WHAT TO DO:
Retyping all the entries exactly is the whole task.

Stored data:
Content starts

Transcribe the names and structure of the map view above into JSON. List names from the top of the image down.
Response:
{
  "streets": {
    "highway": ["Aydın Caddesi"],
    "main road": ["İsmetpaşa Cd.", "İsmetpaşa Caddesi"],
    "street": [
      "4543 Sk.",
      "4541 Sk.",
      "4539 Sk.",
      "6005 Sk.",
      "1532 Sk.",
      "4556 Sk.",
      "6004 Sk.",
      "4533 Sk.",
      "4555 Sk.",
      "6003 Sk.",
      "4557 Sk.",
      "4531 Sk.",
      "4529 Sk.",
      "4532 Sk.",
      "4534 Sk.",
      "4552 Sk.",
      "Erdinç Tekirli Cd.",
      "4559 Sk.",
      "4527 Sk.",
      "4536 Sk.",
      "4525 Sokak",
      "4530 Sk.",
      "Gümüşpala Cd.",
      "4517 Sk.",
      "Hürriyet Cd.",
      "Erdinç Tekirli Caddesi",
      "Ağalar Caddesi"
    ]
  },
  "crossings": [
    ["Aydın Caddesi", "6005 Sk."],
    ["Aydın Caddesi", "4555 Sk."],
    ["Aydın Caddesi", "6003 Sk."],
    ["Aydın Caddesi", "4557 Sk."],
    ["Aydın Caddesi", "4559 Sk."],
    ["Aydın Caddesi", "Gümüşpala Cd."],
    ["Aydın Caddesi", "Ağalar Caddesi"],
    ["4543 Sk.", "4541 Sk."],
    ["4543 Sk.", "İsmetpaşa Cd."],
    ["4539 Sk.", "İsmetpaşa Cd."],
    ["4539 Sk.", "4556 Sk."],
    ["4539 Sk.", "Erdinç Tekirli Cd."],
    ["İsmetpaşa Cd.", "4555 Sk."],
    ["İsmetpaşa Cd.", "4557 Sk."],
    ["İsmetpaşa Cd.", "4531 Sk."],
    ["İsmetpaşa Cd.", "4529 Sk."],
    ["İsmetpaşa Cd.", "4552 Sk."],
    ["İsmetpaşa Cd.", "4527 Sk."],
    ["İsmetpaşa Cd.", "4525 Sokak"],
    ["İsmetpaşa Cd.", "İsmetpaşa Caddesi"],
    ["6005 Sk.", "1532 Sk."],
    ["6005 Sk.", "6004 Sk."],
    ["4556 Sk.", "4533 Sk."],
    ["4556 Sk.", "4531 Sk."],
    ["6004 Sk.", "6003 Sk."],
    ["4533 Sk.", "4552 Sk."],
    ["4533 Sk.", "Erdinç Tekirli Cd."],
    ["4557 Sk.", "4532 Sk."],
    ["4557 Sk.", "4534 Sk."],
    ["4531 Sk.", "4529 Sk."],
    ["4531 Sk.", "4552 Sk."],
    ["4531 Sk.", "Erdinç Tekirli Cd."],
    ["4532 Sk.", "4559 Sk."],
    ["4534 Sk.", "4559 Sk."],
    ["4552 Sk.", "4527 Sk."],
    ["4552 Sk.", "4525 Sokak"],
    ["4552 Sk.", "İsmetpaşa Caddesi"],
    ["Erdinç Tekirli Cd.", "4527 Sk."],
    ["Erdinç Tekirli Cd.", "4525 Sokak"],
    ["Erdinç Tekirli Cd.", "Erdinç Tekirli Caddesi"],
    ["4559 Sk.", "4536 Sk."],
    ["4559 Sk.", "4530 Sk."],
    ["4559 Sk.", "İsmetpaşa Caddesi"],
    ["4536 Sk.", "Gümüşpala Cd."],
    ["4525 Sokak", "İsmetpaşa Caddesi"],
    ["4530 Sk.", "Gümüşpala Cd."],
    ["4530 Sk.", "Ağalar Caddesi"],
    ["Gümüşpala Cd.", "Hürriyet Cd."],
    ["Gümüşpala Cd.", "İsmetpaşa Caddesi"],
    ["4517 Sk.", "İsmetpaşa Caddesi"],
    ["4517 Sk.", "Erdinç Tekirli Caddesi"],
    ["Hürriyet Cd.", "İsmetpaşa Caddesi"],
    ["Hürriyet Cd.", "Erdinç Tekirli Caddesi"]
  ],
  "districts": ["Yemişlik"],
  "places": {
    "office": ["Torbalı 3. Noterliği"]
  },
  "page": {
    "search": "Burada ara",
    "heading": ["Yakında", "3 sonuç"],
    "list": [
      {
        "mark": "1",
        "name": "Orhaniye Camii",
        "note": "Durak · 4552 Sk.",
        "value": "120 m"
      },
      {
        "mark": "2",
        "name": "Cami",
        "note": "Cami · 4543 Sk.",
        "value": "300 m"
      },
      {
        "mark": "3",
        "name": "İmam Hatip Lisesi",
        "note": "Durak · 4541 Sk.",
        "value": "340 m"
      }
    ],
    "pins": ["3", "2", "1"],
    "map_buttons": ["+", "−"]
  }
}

Content ends

RESULT:
Transcribe the names and structure of the map view above into JSON. List names from the top of the image down.
Response:
{
  "streets": {
    "highway": ["Aydın Caddesi"],
    "main road": ["İsmetpaşa Cd.", "İsmetpaşa Caddesi"],
    "street": [
      "4543 Sk.",
      "4541 Sk.",
      "4539 Sk.",
      "6005 Sk.",
      "1532 Sk.",
      "4556 Sk.",
      "6004 Sk.",
      "4533 Sk.",
      "4555 Sk.",
      "6003 Sk.",
      "4557 Sk.",
      "4531 Sk.",
      "4529 Sk.",
      "4532 Sk.",
      "4534 Sk.",
      "4552 Sk.",
      "Erdinç Tekirli Cd.",
      "4559 Sk.",
      "4527 Sk.",
      "4536 Sk.",
      "4525 Sokak",
      "4530 Sk.",
      "Gümüşpala Cd.",
      "4517 Sk.",
      "Hürriyet Cd.",
      "Erdinç Tekirli Caddesi",
      "Ağalar Caddesi"
    ]
  },
  "crossings": [
    ["Aydın Caddesi", "6005 Sk."],
    ["Aydın Caddesi", "4555 Sk."],
    ["Aydın Caddesi", "6003 Sk."],
    ["Aydın Caddesi", "4557 Sk."],
    ["Aydın Caddesi", "4559 Sk."],
    ["Aydın Caddesi", "Gümüşpala Cd."],
    ["Aydın Caddesi", "Ağalar Caddesi"],
    ["4543 Sk.", "4541 Sk."],
    ["4543 Sk.", "İsmetpaşa Cd."],
    ["4539 Sk.", "İsmetpaşa Cd."],
    ["4539 Sk.", "4556 Sk."],
    ["4539 Sk.", "Erdinç Tekirli Cd."],
    ["İsmetpaşa Cd.", "4555 Sk."],
    ["İsmetpaşa Cd.", "4557 Sk."],
    ["İsmetpaşa Cd.", "4531 Sk."],
    ["İsmetpaşa Cd.", "4529 Sk."],
    ["İsmetpaşa Cd.", "4552 Sk."],
    ["İsmetpaşa Cd.", "4527 Sk."],
    ["İsmetpaşa Cd.", "4525 Sokak"],
    ["İsmetpaşa Cd.", "İsmetpaşa Caddesi"],
    ["6005 Sk.", "1532 Sk."],
    ["6005 Sk.", "6004 Sk."],
    ["4556 Sk.", "4533 Sk."],
    ["4556 Sk.", "4531 Sk."],
    ["6004 Sk.", "6003 Sk."],
    ["4533 Sk.", "4552 Sk."],
    ["4533 Sk.", "Erdinç Tekirli Cd."],
    ["4557 Sk.", "4532 Sk."],
    ["4557 Sk.", "4534 Sk."],
    ["4531 Sk.", "4529 Sk."],
    ["4531 Sk.", "4552 Sk."],
    ["4531 Sk.", "Erdinç Tekirli Cd."],
    ["4532 Sk.", "4559 Sk."],
    ["4534 Sk.", "4559 Sk."],
    ["4552 Sk.", "4527 Sk."],
    ["4552 Sk.", "4525 Sokak"],
    ["4552 Sk.", "İsmetpaşa Caddesi"],
    ["Erdinç Tekirli Cd.", "4527 Sk."],
    ["Erdinç Tekirli Cd.", "4525 Sokak"],
    ["Erdinç Tekirli Cd.", "Erdinç Tekirli Caddesi"],
    ["4559 Sk.", "4536 Sk."],
    ["4559 Sk.", "4530 Sk."],
    ["4559 Sk.", "İsmetpaşa Caddesi"],
    ["4536 Sk.", "Gümüşpala Cd."],
    ["4525 Sokak", "İsmetpaşa Caddesi"],
    ["4530 Sk.", "Gümüşpala Cd."],
    ["4530 Sk.", "Ağalar Caddesi"],
    ["Gümüşpala Cd.", "Hürriyet Cd."],
    ["Gümüşpala Cd.", "İsmetpaşa Caddesi"],
    ["4517 Sk.", "İsmetpaşa Caddesi"],
    ["4517 Sk.", "Erdinç Tekirli Caddesi"],
    ["Hürriyet Cd.", "İsmetpaşa Caddesi"],
    ["Hürriyet Cd.", "Erdinç Tekirli Caddesi"]
  ],
  "districts": ["Yemişlik"],
  "places": {
    "office": ["Torbalı 3. Noterliği"]
  },
  "page": {
    "search": "Burada ara",
    "heading": ["Yakında", "3 sonuç"],
    "list": [
      {
        "mark": "1",
        "name": "Orhaniye Camii",
        "note": "Durak · 4552 Sk.",
        "value": "120 m"
      },
      {
        "mark": "2",
        "name": "Cami",
        "note": "Cami · 4543 Sk.",
        "value": "300 m"
      },
      {
        "mark": "3",
        "name": "İmam Hatip Lisesi",
        "note": "Durak · 4541 Sk.",
        "value": "340 m"
      }
    ],
    "pins": ["3", "2", "1"],
    "map_buttons": ["+", "−"]
  }
}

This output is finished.